**EXERCISE BRIEF:** Return each line of the records holding the string "controls".

**DATA EXTRACT:**
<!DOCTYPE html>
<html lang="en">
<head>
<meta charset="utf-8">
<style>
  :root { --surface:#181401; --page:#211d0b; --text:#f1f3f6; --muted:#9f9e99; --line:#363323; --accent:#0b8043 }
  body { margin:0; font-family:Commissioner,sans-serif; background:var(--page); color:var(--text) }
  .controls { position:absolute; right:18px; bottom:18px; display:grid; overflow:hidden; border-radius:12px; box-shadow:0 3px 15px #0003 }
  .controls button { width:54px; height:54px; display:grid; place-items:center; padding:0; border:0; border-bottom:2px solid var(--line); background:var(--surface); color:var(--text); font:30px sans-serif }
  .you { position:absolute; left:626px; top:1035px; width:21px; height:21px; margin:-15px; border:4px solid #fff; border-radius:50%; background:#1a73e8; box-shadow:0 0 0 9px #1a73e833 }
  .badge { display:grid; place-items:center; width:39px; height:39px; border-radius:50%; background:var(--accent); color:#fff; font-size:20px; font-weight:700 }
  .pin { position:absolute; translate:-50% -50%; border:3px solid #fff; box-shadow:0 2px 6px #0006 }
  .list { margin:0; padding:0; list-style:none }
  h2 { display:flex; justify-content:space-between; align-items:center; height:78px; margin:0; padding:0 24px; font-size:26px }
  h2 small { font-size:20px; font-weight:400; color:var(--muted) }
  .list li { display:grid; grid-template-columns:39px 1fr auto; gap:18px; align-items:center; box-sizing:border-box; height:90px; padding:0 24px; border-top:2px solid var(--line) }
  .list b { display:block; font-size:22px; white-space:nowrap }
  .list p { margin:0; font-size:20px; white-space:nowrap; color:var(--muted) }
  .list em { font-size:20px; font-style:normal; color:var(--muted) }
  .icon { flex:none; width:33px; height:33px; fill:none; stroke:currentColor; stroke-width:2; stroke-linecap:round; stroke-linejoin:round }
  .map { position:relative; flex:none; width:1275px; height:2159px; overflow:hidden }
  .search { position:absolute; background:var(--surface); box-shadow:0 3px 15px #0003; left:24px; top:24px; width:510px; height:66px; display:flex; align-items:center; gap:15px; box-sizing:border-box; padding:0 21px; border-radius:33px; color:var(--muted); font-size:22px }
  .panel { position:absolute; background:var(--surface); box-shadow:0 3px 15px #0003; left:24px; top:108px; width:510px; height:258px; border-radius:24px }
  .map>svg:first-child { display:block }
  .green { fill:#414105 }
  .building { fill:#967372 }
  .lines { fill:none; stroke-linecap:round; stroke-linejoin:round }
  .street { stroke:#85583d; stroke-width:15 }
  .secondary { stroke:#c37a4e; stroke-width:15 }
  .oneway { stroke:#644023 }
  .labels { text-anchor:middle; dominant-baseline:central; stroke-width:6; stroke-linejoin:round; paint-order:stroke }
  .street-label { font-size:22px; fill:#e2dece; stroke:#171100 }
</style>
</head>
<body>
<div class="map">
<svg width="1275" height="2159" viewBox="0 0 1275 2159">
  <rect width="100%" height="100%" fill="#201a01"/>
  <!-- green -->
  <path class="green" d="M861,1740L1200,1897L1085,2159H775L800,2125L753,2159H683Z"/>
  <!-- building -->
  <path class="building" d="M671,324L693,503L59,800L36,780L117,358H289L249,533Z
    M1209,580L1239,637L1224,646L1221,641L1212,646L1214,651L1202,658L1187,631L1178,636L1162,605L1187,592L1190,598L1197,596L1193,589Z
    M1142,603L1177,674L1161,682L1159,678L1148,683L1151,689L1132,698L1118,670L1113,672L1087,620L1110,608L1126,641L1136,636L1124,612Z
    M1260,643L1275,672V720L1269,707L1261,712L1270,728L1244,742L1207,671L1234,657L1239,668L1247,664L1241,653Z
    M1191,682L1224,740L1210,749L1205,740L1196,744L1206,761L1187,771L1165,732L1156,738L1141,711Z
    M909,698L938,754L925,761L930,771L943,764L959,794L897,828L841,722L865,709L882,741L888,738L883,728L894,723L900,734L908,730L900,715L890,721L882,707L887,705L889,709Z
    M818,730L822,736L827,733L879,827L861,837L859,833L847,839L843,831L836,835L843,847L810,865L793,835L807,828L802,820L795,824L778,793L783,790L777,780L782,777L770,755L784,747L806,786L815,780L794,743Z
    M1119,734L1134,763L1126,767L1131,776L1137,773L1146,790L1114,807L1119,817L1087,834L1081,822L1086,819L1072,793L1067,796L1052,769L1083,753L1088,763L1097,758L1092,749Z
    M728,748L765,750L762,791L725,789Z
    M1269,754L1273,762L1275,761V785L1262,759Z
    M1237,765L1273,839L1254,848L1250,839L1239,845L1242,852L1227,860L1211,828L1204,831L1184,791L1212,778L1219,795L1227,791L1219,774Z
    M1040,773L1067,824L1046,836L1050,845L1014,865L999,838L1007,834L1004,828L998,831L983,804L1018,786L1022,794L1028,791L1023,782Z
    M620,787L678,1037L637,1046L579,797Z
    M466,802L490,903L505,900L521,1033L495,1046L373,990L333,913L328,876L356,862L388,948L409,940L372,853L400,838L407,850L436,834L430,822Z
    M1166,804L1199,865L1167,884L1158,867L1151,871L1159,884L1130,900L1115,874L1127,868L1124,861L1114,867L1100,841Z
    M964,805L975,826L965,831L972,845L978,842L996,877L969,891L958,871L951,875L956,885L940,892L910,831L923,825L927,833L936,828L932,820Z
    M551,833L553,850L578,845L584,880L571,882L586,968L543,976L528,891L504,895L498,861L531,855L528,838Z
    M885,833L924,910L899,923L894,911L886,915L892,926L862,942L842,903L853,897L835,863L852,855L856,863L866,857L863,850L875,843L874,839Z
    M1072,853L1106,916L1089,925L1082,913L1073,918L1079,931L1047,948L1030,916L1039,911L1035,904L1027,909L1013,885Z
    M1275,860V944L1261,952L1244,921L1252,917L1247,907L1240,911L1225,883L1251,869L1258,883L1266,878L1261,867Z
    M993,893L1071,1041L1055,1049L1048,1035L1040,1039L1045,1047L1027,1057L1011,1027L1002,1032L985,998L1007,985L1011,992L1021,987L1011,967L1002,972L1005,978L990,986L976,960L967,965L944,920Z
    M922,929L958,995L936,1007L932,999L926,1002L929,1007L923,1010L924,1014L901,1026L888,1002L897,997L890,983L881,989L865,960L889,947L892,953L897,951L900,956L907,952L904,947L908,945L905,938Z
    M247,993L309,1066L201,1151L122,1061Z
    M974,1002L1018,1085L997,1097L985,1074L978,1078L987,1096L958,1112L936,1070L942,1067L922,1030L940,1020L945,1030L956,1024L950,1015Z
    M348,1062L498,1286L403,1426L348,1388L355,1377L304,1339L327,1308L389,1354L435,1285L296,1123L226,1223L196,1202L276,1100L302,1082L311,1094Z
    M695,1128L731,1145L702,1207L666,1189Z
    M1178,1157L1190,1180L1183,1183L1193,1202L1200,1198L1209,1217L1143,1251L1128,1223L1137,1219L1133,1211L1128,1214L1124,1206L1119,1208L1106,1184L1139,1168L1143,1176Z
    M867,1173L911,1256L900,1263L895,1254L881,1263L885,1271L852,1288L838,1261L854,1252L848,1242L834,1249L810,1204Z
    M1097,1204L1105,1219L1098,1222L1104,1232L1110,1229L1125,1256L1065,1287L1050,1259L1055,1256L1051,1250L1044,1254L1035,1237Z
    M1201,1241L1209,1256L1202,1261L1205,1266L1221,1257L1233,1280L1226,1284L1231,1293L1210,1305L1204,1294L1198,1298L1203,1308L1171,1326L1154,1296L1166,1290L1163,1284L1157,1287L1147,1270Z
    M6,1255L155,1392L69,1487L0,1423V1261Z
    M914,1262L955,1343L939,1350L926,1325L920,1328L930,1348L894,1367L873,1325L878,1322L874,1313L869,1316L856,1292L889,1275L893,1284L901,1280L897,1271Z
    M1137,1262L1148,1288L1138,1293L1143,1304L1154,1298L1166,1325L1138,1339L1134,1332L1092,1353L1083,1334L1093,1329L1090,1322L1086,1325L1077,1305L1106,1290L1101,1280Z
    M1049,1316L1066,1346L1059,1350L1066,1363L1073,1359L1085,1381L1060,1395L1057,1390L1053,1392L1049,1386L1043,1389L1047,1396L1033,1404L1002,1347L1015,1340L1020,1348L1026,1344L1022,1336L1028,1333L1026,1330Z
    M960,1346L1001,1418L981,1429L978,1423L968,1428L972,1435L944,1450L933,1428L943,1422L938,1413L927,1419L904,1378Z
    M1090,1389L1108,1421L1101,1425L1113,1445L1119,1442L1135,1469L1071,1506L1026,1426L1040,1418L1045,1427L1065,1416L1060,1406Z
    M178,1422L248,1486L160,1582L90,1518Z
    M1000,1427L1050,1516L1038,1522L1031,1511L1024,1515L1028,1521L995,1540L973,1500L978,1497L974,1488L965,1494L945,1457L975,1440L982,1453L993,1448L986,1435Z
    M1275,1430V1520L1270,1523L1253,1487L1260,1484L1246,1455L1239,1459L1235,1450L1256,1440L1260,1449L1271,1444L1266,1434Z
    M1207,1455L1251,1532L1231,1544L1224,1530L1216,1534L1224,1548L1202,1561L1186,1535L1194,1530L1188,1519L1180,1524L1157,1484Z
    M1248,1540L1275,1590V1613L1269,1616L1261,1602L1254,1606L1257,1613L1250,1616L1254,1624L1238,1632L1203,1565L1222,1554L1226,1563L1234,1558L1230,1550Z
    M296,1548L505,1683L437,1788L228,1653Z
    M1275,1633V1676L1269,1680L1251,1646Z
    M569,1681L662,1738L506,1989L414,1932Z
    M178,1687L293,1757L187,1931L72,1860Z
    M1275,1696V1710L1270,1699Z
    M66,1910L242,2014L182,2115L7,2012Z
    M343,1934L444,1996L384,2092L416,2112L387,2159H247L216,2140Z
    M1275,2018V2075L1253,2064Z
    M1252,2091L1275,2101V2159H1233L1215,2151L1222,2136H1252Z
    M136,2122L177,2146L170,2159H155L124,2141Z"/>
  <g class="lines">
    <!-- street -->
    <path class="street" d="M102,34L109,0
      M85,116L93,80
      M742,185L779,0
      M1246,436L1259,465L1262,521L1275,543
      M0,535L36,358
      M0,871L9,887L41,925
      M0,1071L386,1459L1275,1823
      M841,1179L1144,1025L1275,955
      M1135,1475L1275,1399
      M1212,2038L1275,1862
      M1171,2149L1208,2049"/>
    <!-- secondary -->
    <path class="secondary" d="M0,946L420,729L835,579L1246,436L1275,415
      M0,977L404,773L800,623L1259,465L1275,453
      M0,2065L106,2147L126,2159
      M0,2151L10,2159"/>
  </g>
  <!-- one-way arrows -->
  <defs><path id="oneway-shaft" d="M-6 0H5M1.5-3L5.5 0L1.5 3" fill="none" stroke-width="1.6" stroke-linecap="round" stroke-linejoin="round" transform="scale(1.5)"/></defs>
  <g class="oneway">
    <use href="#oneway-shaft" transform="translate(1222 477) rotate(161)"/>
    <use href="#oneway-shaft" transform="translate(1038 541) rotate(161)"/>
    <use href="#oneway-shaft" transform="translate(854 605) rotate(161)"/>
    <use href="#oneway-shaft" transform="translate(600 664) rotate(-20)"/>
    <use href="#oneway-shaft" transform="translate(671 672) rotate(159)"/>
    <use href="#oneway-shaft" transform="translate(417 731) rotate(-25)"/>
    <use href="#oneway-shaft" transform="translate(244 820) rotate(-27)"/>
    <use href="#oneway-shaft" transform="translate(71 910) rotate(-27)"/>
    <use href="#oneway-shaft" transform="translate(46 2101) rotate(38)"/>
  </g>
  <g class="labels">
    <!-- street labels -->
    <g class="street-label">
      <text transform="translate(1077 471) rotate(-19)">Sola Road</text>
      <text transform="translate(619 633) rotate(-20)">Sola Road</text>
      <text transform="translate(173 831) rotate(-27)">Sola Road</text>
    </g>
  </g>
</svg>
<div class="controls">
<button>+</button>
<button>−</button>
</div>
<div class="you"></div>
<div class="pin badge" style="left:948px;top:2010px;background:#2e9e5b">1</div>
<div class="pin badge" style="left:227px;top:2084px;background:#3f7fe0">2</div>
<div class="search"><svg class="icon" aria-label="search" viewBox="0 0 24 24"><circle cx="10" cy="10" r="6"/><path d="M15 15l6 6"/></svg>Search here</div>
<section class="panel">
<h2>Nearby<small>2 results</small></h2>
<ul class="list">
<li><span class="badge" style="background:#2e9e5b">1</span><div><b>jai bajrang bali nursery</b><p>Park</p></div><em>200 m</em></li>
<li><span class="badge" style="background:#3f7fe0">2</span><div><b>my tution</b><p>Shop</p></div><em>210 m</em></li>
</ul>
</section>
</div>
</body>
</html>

**ANSWER TO THIS TASK:**
  .controls { position:absolute; right:18px; bottom:18px; display:grid; overflow:hidden; border-radius:12px; box-shadow:0 3px 15px #0003 }
  .controls button { width:54px; height:54px; display:grid; place-items:center; padding:0; border:0; border-bottom:2px solid var(--line); background:var(--surface); color:var(--text); font:30px sans-serif }
<div class="controls">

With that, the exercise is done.